Radboud University, Nijmegen Center for Molecular Life Sciences, Department of Molecular Biology, 6500 HB Nijmegen, The Netherlands.
Genome Research (Impact Factor: 14.63). 03/2012; 22(6):1128-38. DOI: 10.1101/gr.133728.111
Source: PubMed


Cross-talk between DNA methylation and histone modifications drives the establishment of composite epigenetic signatures and is traditionally studied using correlative rather than direct approaches. Here, we present sequential ChIP-bisulfite-sequencing (ChIP-BS-seq) as an approach to quantitatively assess DNA methylation patterns associated with chromatin modifications or chromatin-associated factors directly. A chromatin-immunoprecipitation (ChIP)-capturing step is used to obtain a restricted representation of the genome occupied by the epigenetic feature of interest, for which a single-base resolution DNA methylation map is then generated. When applied to H3 lysine 27 trimethylation (H3K27me3), we found that H3K27me3 and DNA methylation are compatible throughout most of the genome, except for CpG islands, where these two marks are mutually exclusive.

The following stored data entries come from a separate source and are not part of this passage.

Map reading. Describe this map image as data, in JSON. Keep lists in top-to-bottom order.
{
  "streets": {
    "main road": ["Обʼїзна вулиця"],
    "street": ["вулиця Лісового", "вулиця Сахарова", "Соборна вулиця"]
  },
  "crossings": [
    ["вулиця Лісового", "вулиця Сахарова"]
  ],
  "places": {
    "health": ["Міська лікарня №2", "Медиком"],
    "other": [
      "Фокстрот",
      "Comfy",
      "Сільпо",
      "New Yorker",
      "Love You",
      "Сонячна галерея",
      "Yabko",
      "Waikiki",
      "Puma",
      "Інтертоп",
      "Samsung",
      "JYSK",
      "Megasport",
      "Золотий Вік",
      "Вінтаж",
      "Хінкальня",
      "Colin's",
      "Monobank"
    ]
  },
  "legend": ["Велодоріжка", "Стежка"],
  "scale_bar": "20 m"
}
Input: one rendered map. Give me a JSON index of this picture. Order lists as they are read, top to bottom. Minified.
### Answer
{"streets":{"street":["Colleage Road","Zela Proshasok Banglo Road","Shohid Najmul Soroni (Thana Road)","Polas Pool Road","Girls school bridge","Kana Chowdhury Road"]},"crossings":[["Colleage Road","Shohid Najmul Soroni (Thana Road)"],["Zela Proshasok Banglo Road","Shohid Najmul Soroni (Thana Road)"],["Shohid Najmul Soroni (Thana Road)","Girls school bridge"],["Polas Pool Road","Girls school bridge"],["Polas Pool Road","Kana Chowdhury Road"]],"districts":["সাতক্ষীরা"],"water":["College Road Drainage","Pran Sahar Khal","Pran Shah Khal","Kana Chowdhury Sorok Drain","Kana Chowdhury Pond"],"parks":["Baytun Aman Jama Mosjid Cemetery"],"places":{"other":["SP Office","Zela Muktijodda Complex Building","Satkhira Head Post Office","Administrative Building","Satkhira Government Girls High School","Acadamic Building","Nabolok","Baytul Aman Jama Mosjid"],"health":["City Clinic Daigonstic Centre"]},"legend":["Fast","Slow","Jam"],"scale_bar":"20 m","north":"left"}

Further ChIP-BS-seq-based analysis in Dnmt triple-knockout (TKO) embryonic stem cells revealed that total loss of CpG methylation is associated with alteration of H3K27me3 levels throughout the genome: H3K27me3 in localized peaks is decreased while broad local enrichments (BLOCs) of H3K27me3 are formed. At an even broader scale, these BLOCs correspond to regions of high DNA methylation in wild-type ES cells, suggesting that DNA methylation prevents H3K27me3 deposition locally and at a megabase scale. Our strategy provides a unique way of investigating global interdependencies between DNA methylation and other chromatin features.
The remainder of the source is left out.